However, it is preferable to hydrotreat at the lowest possible pressure to reduce the capital cost of the unit. The sulfur and nitrogen specifications can be met at lower pressures, e.g., in the range of about 4.8 MPa(g) (700 psig) to about 6.2 MPa(g) (900 psig). However, the BI specification cannot be met by hydrotreating at that pressure.

Normally, a post treat reactor loaded with a hydrotreating catalyst is installed downstream of the main hydrotreating reactor to obtain the required BI. The post treat reactor has to operate at sufficiently high pressure and catalyst volume to meet the BI. Due to equilibrium limitations, the temperature of the post treat reactor needs to be in the range of about 250° C. and 350° C. to ensure that the required olefin saturation is obtained to meet BI requirement.

Even with the post treat reactor, it is not always possible to obtain BI values in the range of 50-100.

There is a need for lower cost processes to upgrade coker kerosene.

One aspect of the invention is a process for hydrotreating coker kerosene. In one embodiment, the process includes hydrotreating a coker kerosene feed stream in a hydrotreating zone in the presence of a hydrotreating catalyst to form a mixture of normal paraffins and non-normal hydrocarbons, the coker kerosene feed stream having a level of sulfur of at least about 1.0 wt %, and a level of nitrogen of at least about 500 wppm, a level of sulfur in the mixture being less than 1 wppm and a level of nitrogen in the mixture being 0.5 wppm or less. The mixture is separated in a gas-liquid separation zone into a vapor stream and a liquid stream, and the liquid stream is introduced into a stripper zone.

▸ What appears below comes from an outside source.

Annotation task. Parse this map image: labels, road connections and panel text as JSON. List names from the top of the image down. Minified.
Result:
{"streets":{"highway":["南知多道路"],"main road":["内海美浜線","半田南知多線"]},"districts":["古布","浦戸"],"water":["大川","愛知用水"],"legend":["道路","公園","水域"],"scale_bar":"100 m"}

The bottoms stream from the stripper zone is reacted in a trim reactor zone in the presence of a noble metal catalyst to reduce a bromine index of the bottoms stream, the trim reaction zone operating at a pressure of about 2.1 MPa(g) (300 psig) to about 6.2 MPa(g) (900 psig);. The effluent from the trim reactor zone has a level of sulfur of less than 1 wppm, a level of nitrogen of 0.5 wppm or less, and a bromine index of about 150 or less.

The FIGURE is an illustration of one embodiment of a process for hydrotreating coker kerosene.

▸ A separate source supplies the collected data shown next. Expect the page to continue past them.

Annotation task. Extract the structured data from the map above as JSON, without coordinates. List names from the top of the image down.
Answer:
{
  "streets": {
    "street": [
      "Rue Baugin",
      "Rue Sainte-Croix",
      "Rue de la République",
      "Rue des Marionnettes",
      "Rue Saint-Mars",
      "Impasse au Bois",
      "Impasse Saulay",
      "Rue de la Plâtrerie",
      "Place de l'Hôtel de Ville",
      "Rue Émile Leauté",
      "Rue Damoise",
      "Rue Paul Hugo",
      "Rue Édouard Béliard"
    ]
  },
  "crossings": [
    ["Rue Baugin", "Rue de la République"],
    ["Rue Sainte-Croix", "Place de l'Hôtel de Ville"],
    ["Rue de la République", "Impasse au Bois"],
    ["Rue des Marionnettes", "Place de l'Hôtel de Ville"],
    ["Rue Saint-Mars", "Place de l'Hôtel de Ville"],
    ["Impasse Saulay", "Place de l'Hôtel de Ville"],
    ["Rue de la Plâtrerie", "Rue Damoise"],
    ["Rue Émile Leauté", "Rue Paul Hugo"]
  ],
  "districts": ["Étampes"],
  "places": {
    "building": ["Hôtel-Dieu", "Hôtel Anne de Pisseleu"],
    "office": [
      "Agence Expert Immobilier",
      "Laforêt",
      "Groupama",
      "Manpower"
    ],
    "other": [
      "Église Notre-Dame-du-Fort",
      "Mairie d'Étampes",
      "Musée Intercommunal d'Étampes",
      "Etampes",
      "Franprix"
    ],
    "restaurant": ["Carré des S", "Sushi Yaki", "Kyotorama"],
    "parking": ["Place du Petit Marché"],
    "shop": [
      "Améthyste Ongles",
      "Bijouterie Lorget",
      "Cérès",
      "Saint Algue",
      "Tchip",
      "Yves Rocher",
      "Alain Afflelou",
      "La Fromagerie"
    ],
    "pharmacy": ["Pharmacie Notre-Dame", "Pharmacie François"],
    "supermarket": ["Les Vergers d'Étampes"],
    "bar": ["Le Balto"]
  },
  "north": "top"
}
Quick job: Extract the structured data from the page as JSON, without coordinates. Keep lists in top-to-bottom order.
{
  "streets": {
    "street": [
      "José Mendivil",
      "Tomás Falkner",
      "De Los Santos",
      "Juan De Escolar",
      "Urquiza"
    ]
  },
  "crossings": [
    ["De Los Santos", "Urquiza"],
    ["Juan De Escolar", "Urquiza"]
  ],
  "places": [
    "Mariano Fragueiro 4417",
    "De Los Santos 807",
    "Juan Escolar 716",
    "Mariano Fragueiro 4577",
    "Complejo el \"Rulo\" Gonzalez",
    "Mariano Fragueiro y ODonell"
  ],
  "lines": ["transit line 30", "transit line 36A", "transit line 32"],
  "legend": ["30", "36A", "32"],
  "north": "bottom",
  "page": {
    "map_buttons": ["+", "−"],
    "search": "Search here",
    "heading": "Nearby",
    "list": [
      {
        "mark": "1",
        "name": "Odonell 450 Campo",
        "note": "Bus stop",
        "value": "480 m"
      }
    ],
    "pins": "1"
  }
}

In the present process, the post treat reactor is eliminated, and a smaller trim reactor is used downstream of the product stripper. The trim reactor uses a noble metal catalyst to reduce the BI of the stripped product to less than about 150, and desirably in the range of about 50 to about 100.

The main hydrotreating reactor effluent is cooled by heat exchange and routed to the separator. The separator liquid goes to the reboiled stripper. The stripper bottoms stream is pumped to the required pressure and undergoes heat exchange to obtain a temperature in the range of about 150° C. to about 200° C. It is then routed to the trim reactor.

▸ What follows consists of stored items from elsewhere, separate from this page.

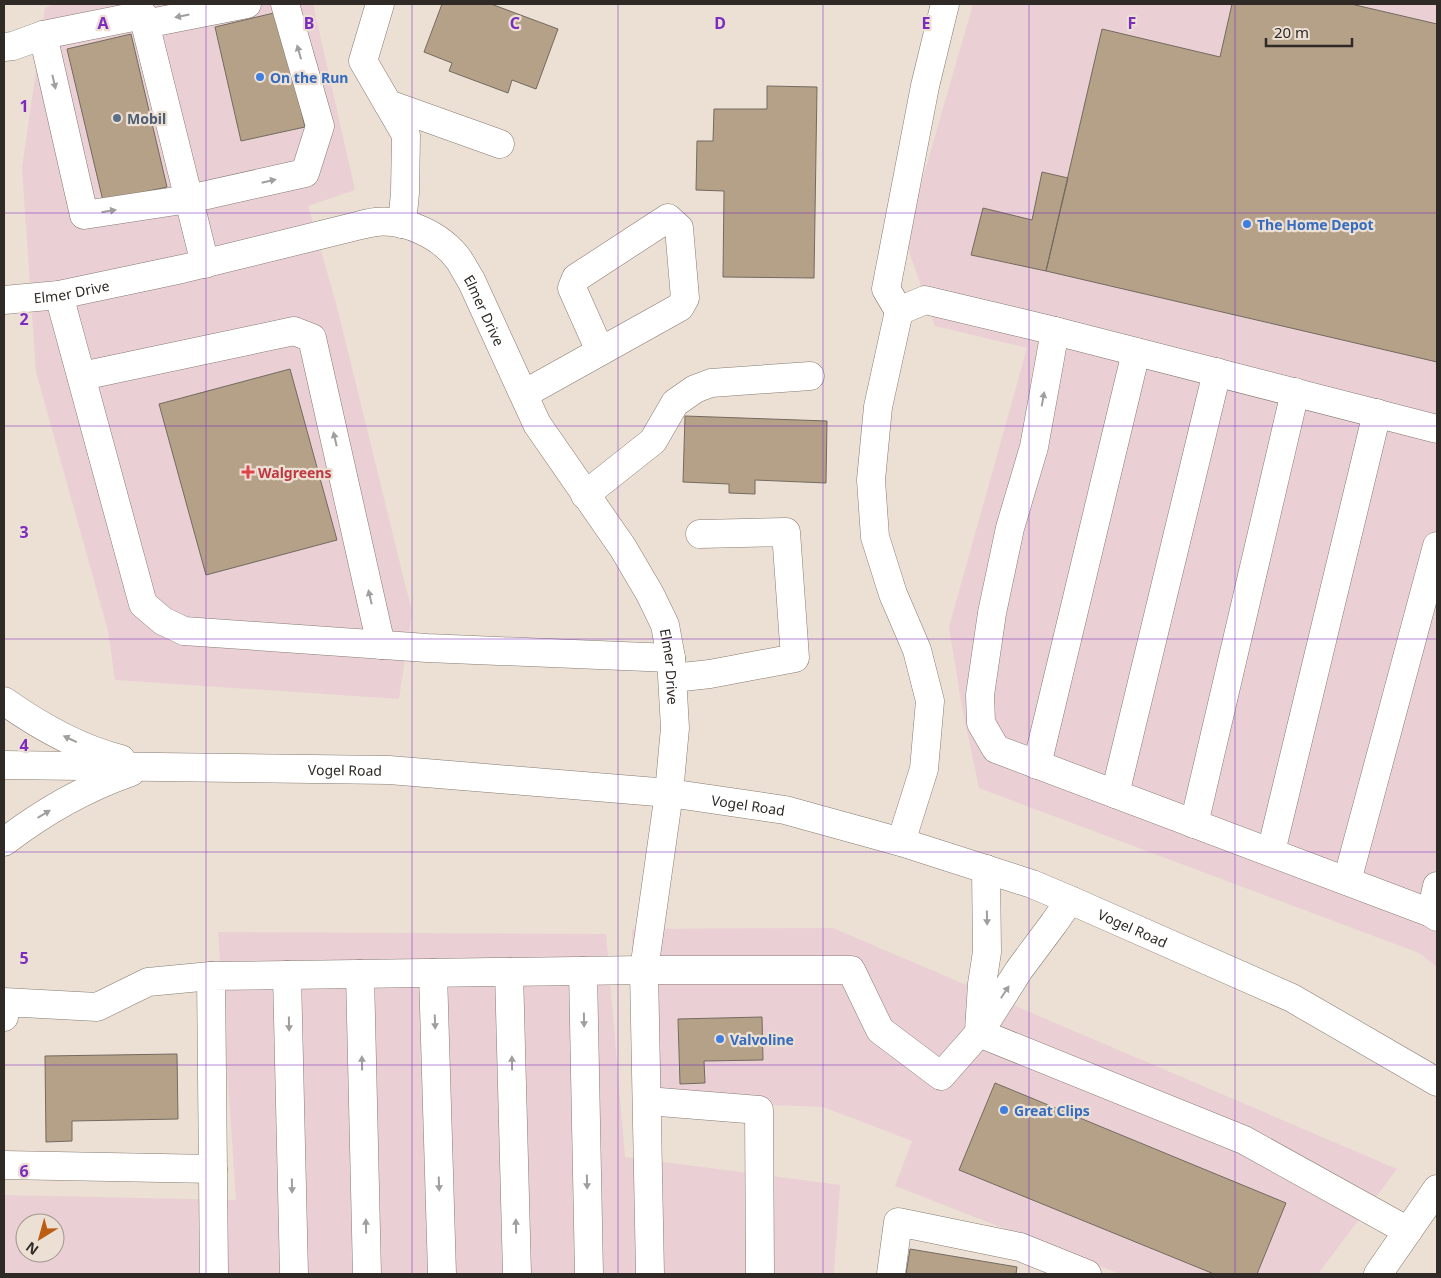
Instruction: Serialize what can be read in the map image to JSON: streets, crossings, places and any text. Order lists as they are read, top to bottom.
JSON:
{
  "streets": {
    "street": ["Elmer Drive", "Vogel Road"]
  },
  "crossings": [
    ["Elmer Drive", "Vogel Road"]
  ],
  "places": {
    "other": [
      "On the Run",
      "Mobil",
      "The Home Depot",
      "Valvoline",
      "Great Clips"
    ],
    "health": ["Walgreens"]
  },
  "scale_bar": "20 m",
  "north": "bottom left",
  "grid": {
    "columns": [
      "A",
      "B",
      "C",
      "D",
      "E",
      "F"
    ],
    "rows": [
      "1",
      "2",
      "3",
      "4",
      "5",
      "6"
    ]
  }
}
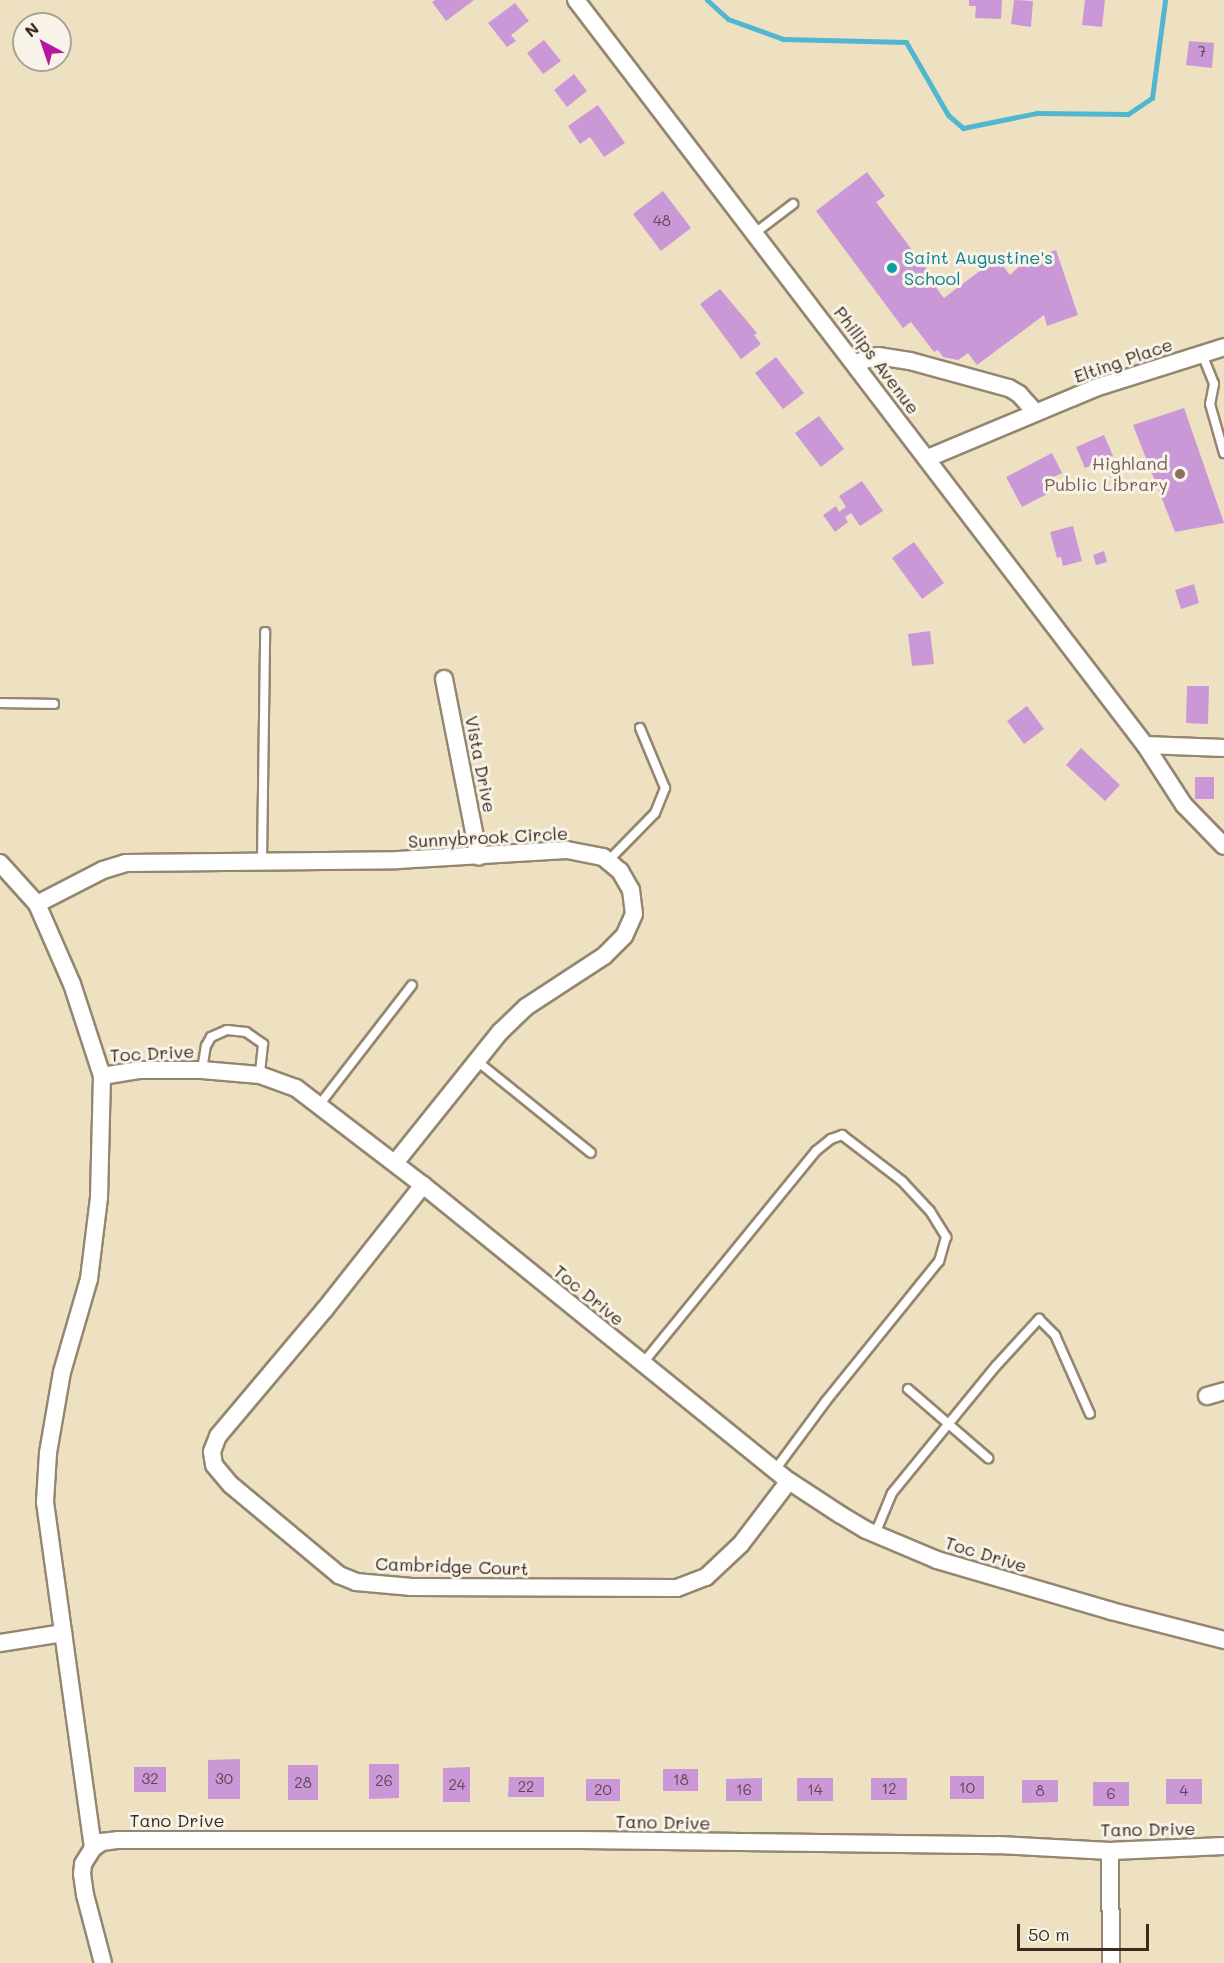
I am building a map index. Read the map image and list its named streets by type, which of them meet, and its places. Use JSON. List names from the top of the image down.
{
  "streets": {
    "street": [
      "Phillips Avenue",
      "Elting Place",
      "Vista Drive",
      "Sunnybrook Circle",
      "Toc Drive",
      "Cambridge Court",
      "Tano Drive"
    ]
  },
  "crossings": [
    ["Phillips Avenue", "Elting Place"],
    ["Vista Drive", "Sunnybrook Circle"],
    ["Sunnybrook Circle", "Toc Drive"],
    ["Toc Drive", "Cambridge Court"]
  ],
  "places": ["Saint Augustine's School", "Highland Public Library"],
  "house_numbers": [
    "7",
    "48",
    "32",
    "30",
    "18",
    "26",
    "28",
    "24",
    "22",
    "10",
    "12",
    "20",
    "16",
    "14",
    "8",
    "4",
    "6"
  ],
  "scale_bar": "50 m",
  "north": "top left"
}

The trim reactor operates at pressures of about 2.1 MPa(g) (300 psig) to about 6.2 MPa(g) (900 psig). A slip stream of hydrogen is added to the inlet of the trim reactor. The hydrogen amount is just enough to saturate the olefins present in the stripper bottoms. A noble metal catalyst is used in the trim reactor, and the trim reactor operates at near liquid phase. The gas to oil required is minimal, generally in the range of about 10 to about 20 SCFB.

The trim reactor effluent stream is routed to a flash drum where the excess hydrogen is separated from the liquid.

The liquid from the flash drum can be routed to a low pressure stripper. The hydrogen is completely removed from the liquid in the low pressure stripper. The low pressure stripper has a reboiler which uses hot oil as the heat source. The low pressure stripper is operated at very low pressure (e.g., about 45 kPa to about 75 kPa).

The flash drum vapor is routed under pressure control to the main hydrotreating reactor effluent air condenser.

The off-gas from the low pressure stripper can be routed to low pressure burners in the hot oil heater (or any heater in the complex), if desired. A condenser can be used on the vapor to condense any hydrocarbons that go with the overhead vapor.

The liquid from the flash drum can optionally be sent to a low pressure stripper.

The liquid can then be sent to a separation zone where the normal paraffins are separated from the non-normal hydrocarbons.

One embodiment of the process 100 is shown in the FIGURE. The coker kerosene feed stream 105 typically has a sulfur content of up to about 2.5 wt % and a nitrogen content of up to about 1000 wppm. The coker kerosene feed stream 105 typically contains at least about 90 wt % coker kerosene, or at least about 93 wt %, or at least about 95 wt %, or at least about 97 wt %, or at least about 98 wt %, or at least about 99 wt %.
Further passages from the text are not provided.